ARTICLE / THE MAKING OF... SERIES
The making of...
Starting out in journalism in the late 90s, Publisher and Co-Founder of Ethos magazine, Fiona Shaw quickly discovered businesses were generally not in the business of being responsible or sustainable. Finding that world difficult to navigate and feeling like a fish out of water she decided to pivot, and instead focus her attention on championing and celebrating businesses that were trying to make a difference in the world.
The making of... Series
Welcome to The making of… blog series. Can you start by introducing yourself.
Hello, I’m Fiona Shaw, Publisher and Co-Founder at Ethos Magazine.
We’re glad you can be part of our series.

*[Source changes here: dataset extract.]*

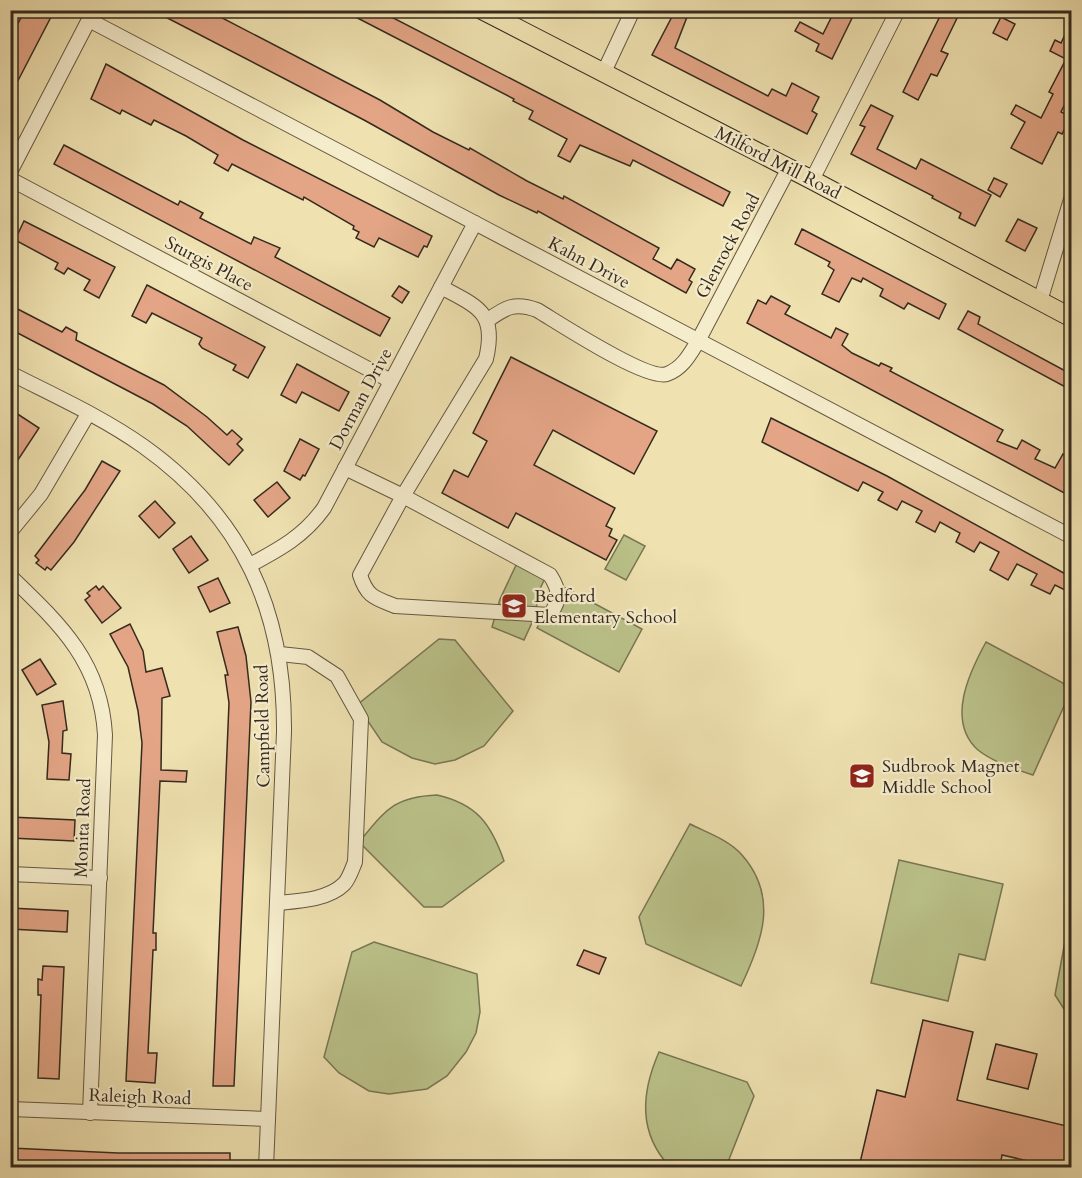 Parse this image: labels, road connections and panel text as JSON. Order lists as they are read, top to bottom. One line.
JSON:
{"streets":{"main road":["Milford Mill Road"],"street":["Glenrock Road","Kahn Drive","Sturgis Place","Dorman Drive","Campfield Road","Monita Road","Raleigh Road"]},"crossings":[["Milford Mill Road","Glenrock Road"],["Glenrock Road","Kahn Drive"],["Kahn Drive","Dorman Drive"],["Sturgis Place","Dorman Drive"],["Dorman Drive","Campfield Road"],["Campfield Road","Raleigh Road"],["Monita Road","Raleigh Road"]],"places":{"school or university":["Bedford Elementary School","Sudbrook Magnet Middle School"]}}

Can you give us a bit of a background of where you’ve come from and how you arrived at where you are today?
I started off as a business journalist in the late '90s, when business wasn't, generally, good or responsible or sustainable. I found that world difficult to navigate – I was a fish out of water. But it taught me a lot. From there I moved into publishing non-fiction – we still publish non-fiction books, magazines and newspapers as part of our agency work.
But the majority of our work now is working with grassroots businesses and organisations in the social economy/ circular economy/ good business world, and helping them articulate what they do, through a variety of different formats – stories online, offline, in film and in print.
Fiona Shaw, Publisher and Co-Founder at Ethos Magazine
Championing businesses doing good, helping them articulate what they do and telling their stories is definitely a huge plus in our book. So knowing what you wanted to do, how did you come up with the idea for Ethos?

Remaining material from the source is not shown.